Background: Effective nurse leadership significantly influences healthcare service quality. Nurse managers' leadership impacts staff nurse commitment, patient outcomes, and organizational success.
Aims: To examine nurse manager leadership traits and their relationship with staff nurse commitment in a government hospital.
Methods: Descriptive-inferential correlation research with stratified and randomized nurse managers (n = 21) and staff nurses (n = 117) as participants from five selected hospitals at Lanao del Norte. Adopted questionnaires on leadership traits and commitment were used and data were analyzed using frequency, percentage, mean, and standard deviation in SPSS v.25.
Results: The result shows that nurse manager leadership qualities are usually valid for a leader who encourages others to do what is right, gives subordinates continuing education, and is an ethical and self-confident leader. Their staff nurses believed positive components of the leadership traits of nurse managers were sometimes true.

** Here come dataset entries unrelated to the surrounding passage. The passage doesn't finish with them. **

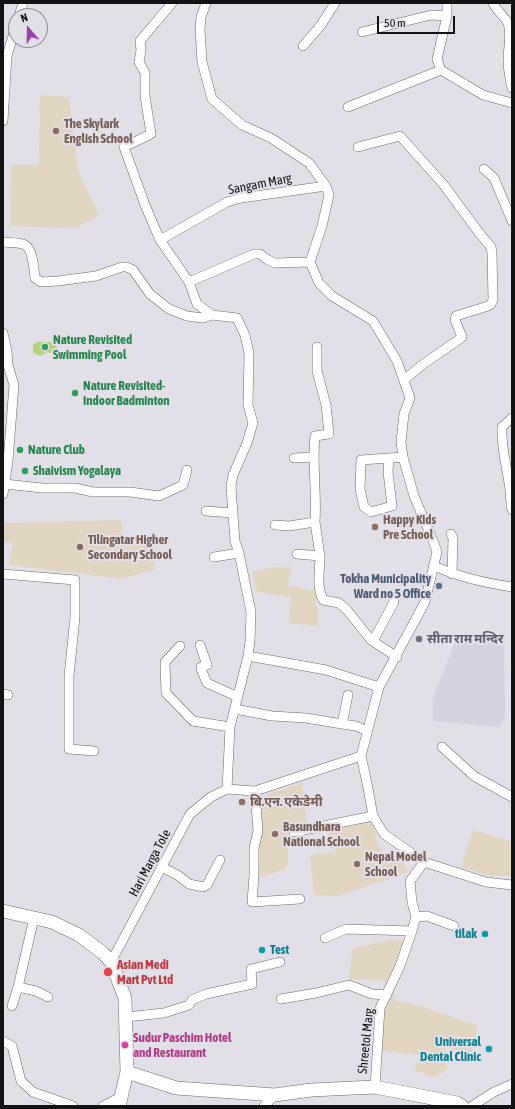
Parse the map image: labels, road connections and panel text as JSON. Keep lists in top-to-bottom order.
{
  "streets": {
    "street": ["Sangam Marg", "Hari Marga Tole", "Shreetol Marg"]
  },
  "places": [
    "The Skylark English School",
    "Nature Revisited Swimming Pool",
    "Nature Revisited- Indoor Badminton",
    "Nature Club",
    "Shaivism Yogalaya",
    "Happy Kids Pre School",
    "Tilingatar Higher Secondary School",
    "Tokha Municipality Ward no 5 Office",
    "सीता राम मन्दिर",
    "बि.एन. एकेडेमी",
    "Basundhara National School",
    "Nepal Model School",
    "tilak",
    "Test",
    "Asian Medi Mart Pvt Ltd",
    "Sudur Paschim Hotel and Restaurant",
    "Universal Dental Clinic"
  ],
  "scale_bar": "50 m",
  "north": "top"
}
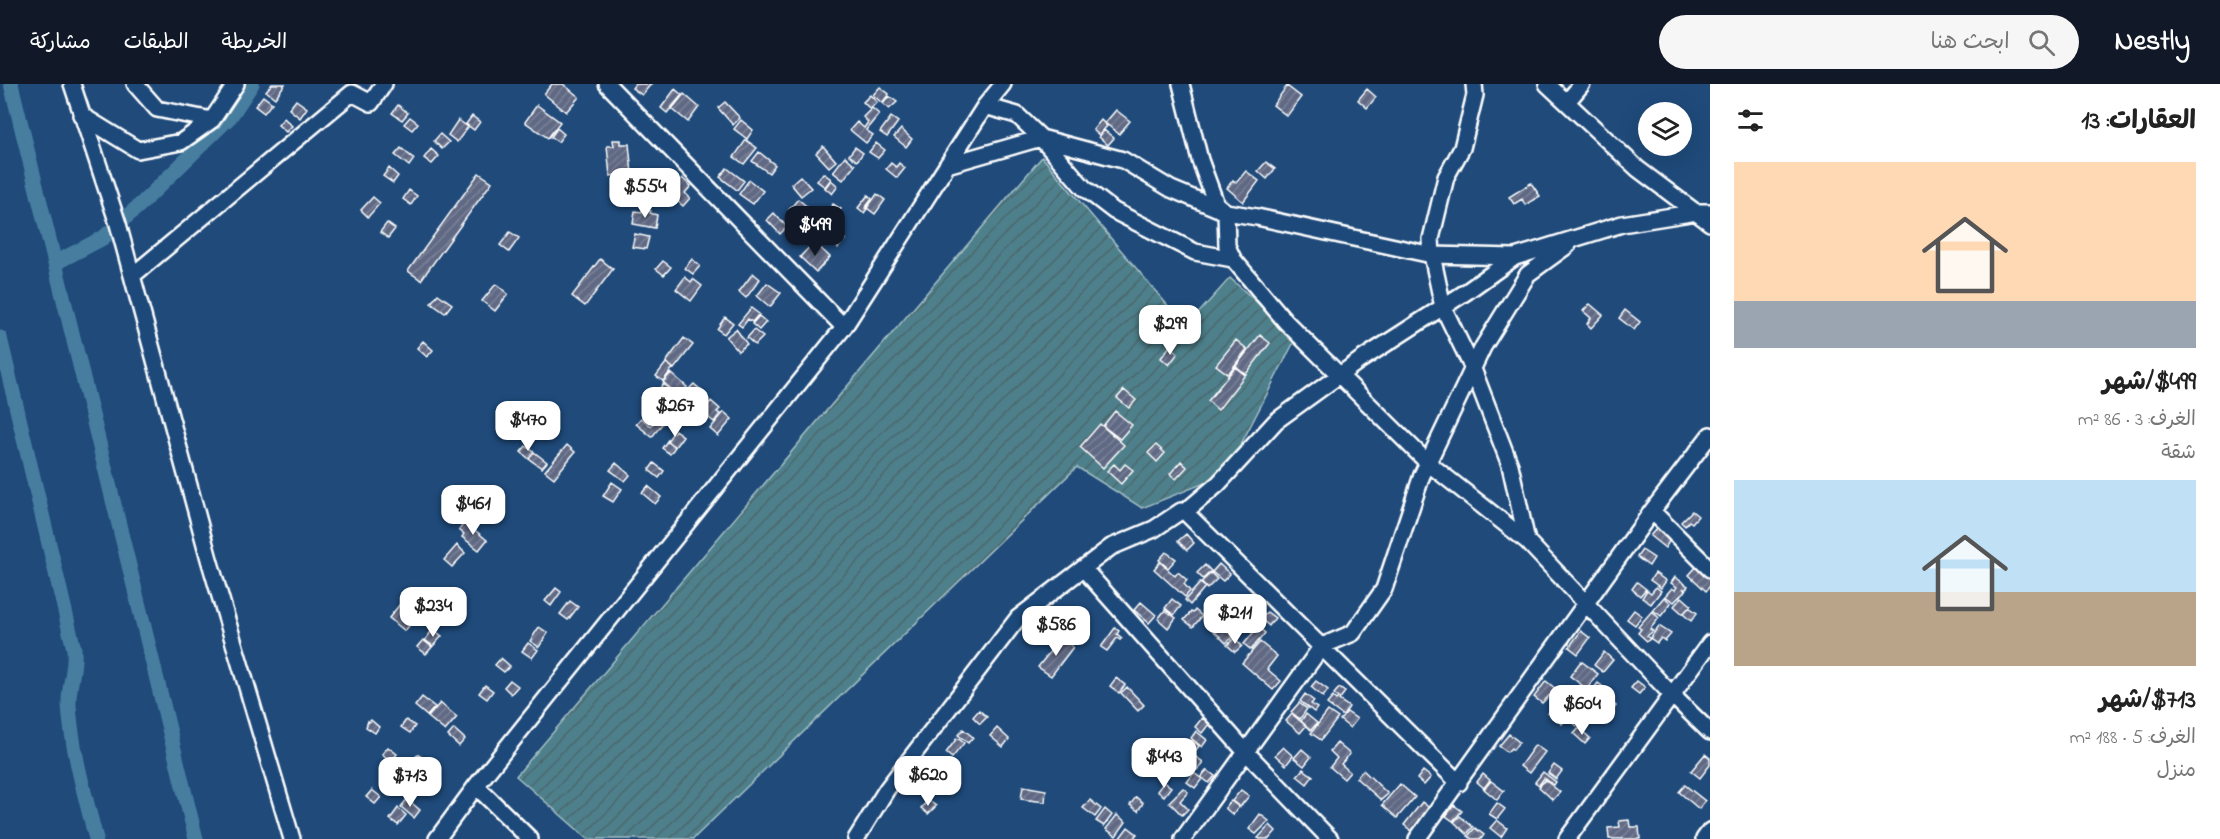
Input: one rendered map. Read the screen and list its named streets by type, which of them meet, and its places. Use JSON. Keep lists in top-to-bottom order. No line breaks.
{"page":{"header":"Nestly","search":"ابحث هنا","nav":["الخريطة","الطبقات","مشاركة"],"heading":"العقارات: 13","list":[{"name":"$499/شهر","note":"الغرف: 3 · 86 m² · شقة"},{"name":"$713/شهر","note":"الغرف: 5 · 188 m² · منزل"}],"price":["$554","$499","$299","$267","$470","$461","$234","$211","$586","$604","$443","$620","$713"]}}
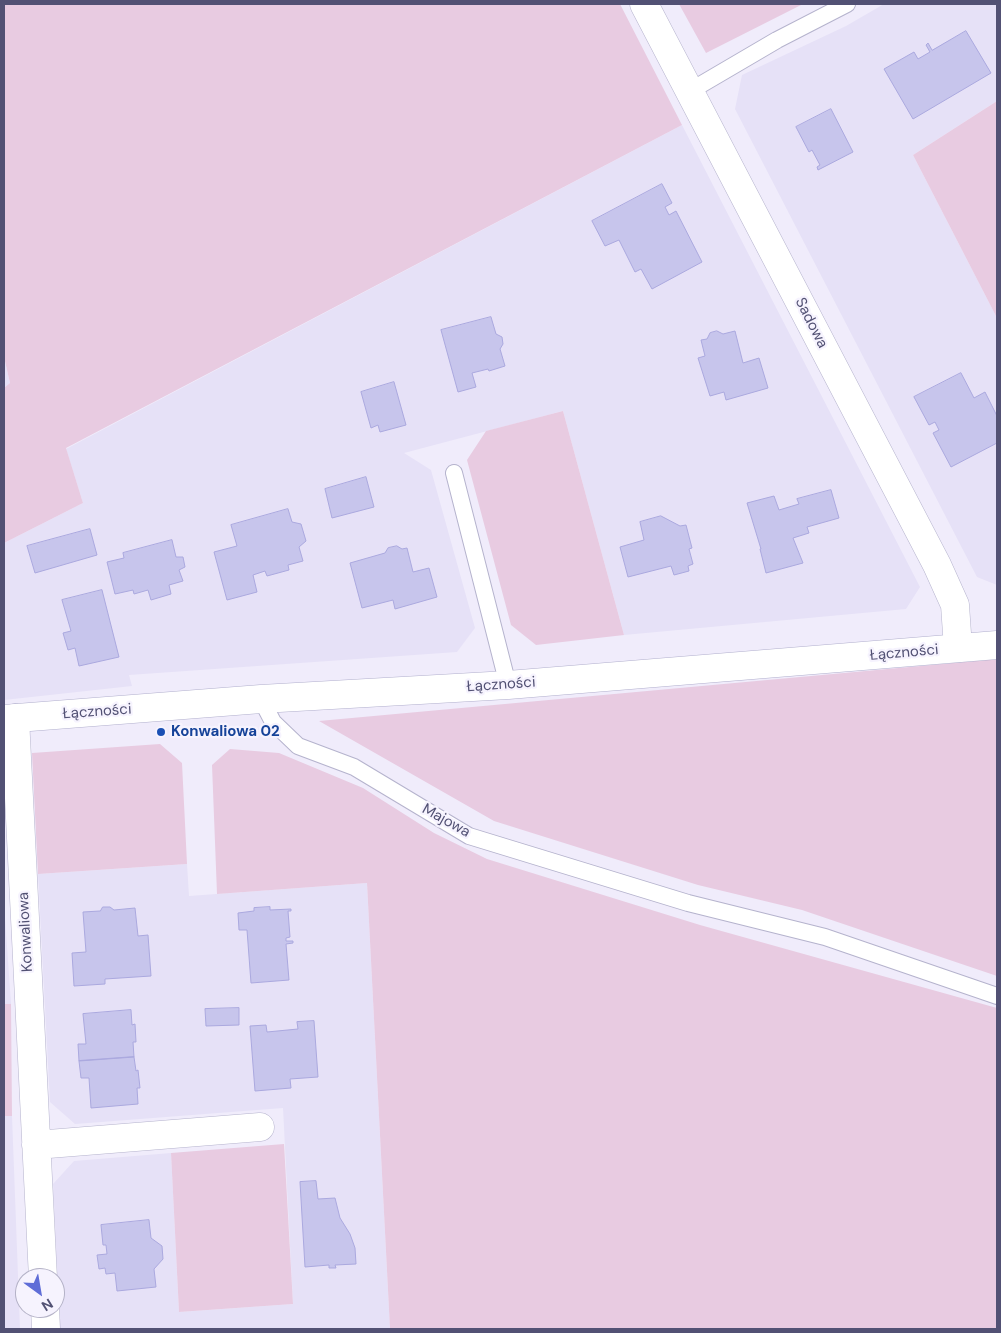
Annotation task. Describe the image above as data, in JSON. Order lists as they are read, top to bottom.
{
  "streets": {
    "street": ["Sadowa", "Łączności", "Konwaliowa"],
    "lane": ["Majowa"]
  },
  "crossings": [
    ["Sadowa", "Łączności"],
    ["Łączności", "Majowa"],
    ["Łączności", "Konwaliowa"]
  ],
  "places": ["Konwaliowa 02"],
  "north": "bottom right"
}
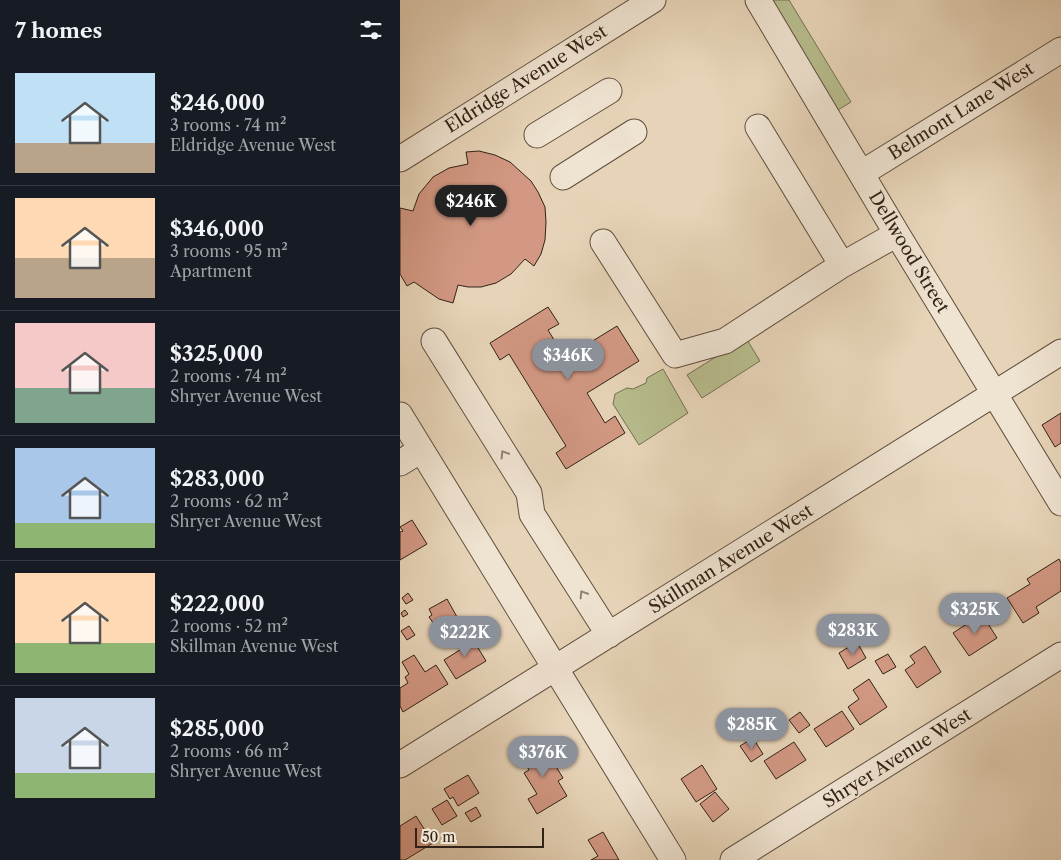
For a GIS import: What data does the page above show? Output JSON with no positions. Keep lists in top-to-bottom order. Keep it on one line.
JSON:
{"streets":{"street":["Eldridge Avenue West","Belmont Lane West","Dellwood Street","Skillman Avenue West","Shryer Avenue West"]},"crossings":[["Belmont Lane West","Dellwood Street"],["Dellwood Street","Skillman Avenue West"]],"scale_bar":"50 m","page":{"heading":"7 homes","list":[{"name":"$246,000","note":"3 rooms · 74 m² · Eldridge Avenue West"},{"name":"$346,000","note":"3 rooms · 95 m² · Apartment"},{"name":"$325,000","note":"2 rooms · 74 m² · Shryer Avenue West"},{"name":"$283,000","note":"2 rooms · 62 m² · Shryer Avenue West"},{"name":"$222,000","note":"2 rooms · 52 m² · Skillman Avenue West"},{"name":"$285,000","note":"2 rooms · 66 m² · Shryer Avenue West"}],"price":["$246K","$346K","$325K","$283K","$222K","$285K","$376K"],"scale":"50 m"}}
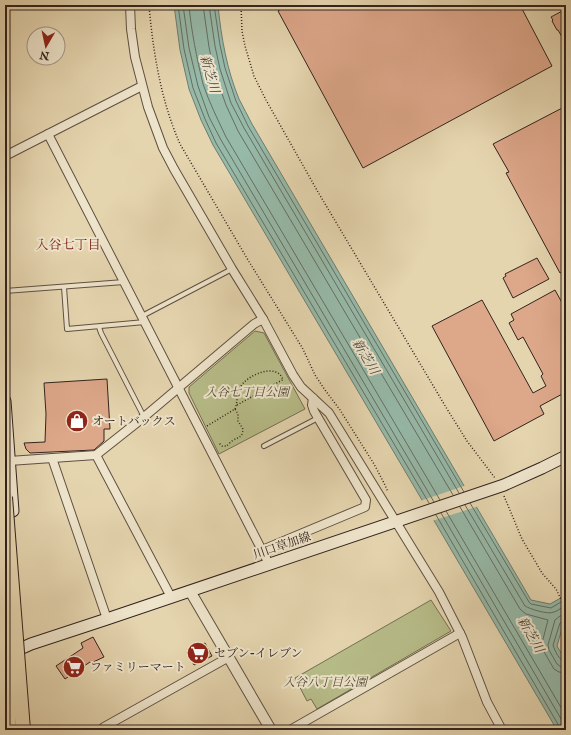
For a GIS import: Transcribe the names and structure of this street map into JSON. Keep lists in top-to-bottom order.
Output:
{
  "streets": {
    "main road": ["川口草加線"]
  },
  "districts": ["入谷七丁目"],
  "water": ["新芝川"],
  "parks": ["入谷七丁目公園", "入谷八丁目公園"],
  "places": {
    "shop": ["オートバックス"],
    "supermarket": ["セブン-イレブン", "ファミリーマート"]
  },
  "north": "bottom"
}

Staff nurses were generally still deciding whether they were committed to their work effectively, continuously, or normatively. Nurse managers' leadership traits are significantly related to the staff nurses' affective, continuance, and normative commitment.
Conclusion: Fostering positive leadership through education and supportive environments enhances staff nurse commitment and job satisfaction, reducing nurse turnover and improving nursing care quality.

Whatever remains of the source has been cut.